Author(s): Wafi A. Momin

Reviewed by: F. Redhwan Karim

 

Review

Published by: I.B. Tauris, London, 2022, 480pp. ISBN: 9780755645381.

The area of manuscript studies and especially the Ismaili manuscript tradition has remained until now understudied. An important field, the study of manuscripts, has played a crucial role in shaping our understandings of cultural practices of the scholarly elite. This invaluable volume will be of immense value and interest to scholars working primarily in the field of, manuscript studies, Ismaili studies and cultural studies of the Islamic world. The voluminous work is made up of seven sections and consists of eighteen chapters.

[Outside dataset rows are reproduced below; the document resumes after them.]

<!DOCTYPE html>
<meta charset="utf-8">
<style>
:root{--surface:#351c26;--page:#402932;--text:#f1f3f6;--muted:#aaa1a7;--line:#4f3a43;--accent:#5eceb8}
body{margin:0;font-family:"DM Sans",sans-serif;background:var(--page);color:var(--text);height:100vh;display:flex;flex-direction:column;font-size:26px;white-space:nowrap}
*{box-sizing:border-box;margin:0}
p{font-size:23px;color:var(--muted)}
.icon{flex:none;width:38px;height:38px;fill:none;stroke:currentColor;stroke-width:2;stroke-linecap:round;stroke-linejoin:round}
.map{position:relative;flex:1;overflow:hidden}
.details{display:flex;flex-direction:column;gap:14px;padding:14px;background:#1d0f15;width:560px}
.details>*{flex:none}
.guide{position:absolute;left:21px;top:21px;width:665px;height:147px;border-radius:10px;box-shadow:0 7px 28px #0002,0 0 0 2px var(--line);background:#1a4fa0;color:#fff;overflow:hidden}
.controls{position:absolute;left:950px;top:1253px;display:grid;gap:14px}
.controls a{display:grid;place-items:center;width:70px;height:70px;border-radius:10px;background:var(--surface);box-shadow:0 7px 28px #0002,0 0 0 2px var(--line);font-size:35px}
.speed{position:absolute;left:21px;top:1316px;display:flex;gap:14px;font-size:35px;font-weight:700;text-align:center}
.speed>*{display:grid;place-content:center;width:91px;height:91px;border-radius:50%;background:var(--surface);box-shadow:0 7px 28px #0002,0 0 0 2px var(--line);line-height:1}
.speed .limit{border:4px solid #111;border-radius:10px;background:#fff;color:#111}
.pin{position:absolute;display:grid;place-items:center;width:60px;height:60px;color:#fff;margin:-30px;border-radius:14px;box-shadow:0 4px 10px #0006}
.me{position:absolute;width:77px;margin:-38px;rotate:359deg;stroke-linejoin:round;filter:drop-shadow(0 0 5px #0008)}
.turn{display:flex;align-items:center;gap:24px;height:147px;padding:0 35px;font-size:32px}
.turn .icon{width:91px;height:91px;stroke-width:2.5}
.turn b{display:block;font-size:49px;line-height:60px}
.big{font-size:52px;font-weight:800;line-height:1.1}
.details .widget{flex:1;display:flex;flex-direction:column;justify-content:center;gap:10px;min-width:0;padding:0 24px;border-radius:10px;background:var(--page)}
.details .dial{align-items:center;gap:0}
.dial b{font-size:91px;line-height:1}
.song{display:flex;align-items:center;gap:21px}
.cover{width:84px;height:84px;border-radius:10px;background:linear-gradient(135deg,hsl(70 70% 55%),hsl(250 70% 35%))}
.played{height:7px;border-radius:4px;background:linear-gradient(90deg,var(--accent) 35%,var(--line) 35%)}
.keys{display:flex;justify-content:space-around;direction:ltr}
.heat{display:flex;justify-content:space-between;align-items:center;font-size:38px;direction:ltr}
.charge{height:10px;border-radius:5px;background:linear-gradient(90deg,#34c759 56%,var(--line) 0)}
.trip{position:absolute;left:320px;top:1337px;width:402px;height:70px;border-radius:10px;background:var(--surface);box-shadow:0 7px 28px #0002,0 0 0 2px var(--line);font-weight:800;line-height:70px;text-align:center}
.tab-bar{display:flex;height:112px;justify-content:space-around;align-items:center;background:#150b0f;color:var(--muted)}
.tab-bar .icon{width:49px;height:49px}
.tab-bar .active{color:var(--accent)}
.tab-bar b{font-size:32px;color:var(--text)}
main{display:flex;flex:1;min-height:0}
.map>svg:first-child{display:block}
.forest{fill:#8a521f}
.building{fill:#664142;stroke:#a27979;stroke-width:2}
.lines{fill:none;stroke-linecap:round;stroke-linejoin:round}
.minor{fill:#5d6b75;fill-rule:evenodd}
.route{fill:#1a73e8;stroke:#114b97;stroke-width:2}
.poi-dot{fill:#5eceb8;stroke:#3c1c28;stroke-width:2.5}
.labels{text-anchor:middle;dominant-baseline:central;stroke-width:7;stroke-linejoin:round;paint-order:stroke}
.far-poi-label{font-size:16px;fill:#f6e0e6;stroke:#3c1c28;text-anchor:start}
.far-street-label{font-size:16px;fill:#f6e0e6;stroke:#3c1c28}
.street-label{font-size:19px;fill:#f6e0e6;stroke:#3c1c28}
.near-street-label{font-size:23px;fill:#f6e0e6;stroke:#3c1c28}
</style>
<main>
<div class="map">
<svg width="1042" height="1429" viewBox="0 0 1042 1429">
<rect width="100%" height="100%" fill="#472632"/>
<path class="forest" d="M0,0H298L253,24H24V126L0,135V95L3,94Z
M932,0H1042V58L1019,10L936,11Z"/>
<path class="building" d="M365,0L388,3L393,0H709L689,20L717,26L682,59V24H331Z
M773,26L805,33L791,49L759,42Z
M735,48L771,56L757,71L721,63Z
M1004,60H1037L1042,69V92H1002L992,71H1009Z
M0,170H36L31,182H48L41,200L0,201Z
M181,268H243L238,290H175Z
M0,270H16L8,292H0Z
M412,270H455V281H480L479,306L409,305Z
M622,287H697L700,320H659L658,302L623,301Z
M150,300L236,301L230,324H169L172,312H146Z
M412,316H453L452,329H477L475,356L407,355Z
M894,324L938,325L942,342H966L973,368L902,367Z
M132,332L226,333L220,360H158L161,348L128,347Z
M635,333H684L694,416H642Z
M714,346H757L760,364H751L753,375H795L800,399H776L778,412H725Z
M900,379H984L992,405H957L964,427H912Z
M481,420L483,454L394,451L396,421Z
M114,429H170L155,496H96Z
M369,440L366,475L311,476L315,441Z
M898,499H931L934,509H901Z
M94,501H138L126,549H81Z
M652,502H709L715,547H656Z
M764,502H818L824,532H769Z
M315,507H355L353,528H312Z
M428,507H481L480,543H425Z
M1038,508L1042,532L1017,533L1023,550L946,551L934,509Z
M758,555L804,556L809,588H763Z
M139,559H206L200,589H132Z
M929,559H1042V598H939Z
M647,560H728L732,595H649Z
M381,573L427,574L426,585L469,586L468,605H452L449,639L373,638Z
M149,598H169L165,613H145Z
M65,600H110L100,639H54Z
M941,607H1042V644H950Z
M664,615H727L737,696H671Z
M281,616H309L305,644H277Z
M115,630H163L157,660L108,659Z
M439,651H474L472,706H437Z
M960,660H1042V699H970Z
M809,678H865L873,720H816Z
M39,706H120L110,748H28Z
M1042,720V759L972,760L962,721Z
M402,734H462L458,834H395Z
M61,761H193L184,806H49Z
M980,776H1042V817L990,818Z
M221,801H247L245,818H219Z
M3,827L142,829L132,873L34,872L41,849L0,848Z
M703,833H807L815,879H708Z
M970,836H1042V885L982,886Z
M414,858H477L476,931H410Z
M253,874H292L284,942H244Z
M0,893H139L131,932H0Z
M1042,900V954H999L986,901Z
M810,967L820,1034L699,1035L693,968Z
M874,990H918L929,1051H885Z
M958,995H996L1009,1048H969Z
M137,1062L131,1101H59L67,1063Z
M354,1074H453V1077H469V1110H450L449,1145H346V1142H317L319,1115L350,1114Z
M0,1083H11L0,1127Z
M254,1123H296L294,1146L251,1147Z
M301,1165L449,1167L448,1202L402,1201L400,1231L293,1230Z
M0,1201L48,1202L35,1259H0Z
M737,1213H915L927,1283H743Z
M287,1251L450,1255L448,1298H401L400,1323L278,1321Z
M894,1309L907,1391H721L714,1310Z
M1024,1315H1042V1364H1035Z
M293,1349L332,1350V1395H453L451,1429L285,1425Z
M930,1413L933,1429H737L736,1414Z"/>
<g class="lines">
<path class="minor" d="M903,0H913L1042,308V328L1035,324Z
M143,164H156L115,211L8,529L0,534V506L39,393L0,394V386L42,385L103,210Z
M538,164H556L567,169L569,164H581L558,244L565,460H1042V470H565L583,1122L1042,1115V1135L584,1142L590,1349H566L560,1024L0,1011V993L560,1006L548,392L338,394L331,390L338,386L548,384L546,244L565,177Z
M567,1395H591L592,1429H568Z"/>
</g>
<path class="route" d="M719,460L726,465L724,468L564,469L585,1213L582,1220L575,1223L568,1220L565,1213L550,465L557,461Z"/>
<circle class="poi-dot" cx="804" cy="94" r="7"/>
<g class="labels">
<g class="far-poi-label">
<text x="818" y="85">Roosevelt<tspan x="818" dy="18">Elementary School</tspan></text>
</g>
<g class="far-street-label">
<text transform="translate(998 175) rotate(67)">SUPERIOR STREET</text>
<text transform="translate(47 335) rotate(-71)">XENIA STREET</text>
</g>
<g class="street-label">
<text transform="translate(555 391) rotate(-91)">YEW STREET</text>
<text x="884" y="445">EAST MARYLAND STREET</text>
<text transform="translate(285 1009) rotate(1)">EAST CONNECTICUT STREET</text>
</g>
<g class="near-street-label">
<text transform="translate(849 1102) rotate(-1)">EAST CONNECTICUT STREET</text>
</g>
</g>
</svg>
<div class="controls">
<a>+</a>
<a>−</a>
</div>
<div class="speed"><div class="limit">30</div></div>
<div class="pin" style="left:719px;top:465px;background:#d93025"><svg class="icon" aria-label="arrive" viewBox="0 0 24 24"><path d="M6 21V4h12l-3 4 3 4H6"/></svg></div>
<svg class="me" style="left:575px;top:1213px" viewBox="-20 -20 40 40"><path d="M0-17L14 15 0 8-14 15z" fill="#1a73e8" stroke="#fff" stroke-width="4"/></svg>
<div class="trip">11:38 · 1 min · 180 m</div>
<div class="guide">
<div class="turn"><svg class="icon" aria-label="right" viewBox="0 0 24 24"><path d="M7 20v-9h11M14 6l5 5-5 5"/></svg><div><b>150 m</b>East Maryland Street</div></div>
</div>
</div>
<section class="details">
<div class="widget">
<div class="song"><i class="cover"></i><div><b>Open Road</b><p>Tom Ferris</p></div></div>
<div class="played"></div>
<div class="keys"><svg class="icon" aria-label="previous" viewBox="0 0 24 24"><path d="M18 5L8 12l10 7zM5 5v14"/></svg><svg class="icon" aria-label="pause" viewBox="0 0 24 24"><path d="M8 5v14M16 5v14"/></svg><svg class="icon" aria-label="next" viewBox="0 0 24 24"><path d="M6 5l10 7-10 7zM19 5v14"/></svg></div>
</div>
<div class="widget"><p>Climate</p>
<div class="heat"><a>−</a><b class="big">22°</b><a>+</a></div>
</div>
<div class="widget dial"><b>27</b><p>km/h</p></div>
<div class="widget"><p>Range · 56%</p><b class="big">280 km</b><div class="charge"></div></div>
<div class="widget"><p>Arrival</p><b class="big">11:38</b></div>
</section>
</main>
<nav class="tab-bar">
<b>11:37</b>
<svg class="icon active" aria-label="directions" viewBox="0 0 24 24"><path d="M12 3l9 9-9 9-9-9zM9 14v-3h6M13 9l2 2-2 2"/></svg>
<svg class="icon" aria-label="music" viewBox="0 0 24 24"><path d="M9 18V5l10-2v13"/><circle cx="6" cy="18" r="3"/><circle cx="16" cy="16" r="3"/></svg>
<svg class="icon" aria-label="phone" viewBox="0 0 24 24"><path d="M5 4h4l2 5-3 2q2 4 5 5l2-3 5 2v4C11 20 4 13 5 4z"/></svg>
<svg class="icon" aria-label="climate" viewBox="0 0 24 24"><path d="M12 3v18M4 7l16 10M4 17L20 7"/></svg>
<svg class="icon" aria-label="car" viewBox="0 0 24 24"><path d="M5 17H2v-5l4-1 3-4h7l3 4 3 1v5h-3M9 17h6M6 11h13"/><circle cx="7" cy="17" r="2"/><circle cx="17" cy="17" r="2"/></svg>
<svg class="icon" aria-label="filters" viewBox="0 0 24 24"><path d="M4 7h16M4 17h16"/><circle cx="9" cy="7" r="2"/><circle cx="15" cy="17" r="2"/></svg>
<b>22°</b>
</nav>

The first section, “the shaping of a new field”, focusses on the way the Ismaili tradition came to be a subtopic within Islamic studies. The first chapter gives a comprehensive overview of the way this field emerged and subsequently became established. Farhad Daftary starts from the 19th century and takes the reader through the different stages up until the present time. The second chapter by Francois de Blois, focusses on the correspondence of two early scholars in the field on the Ismaili manuscript studies in the 20th century, Paul Kraus (d. 1944) and Husayn al-Hamdani (d. 1962) and underscores the relationship between the two scholars who were instrumental in making some of the most seminal contributions in this field.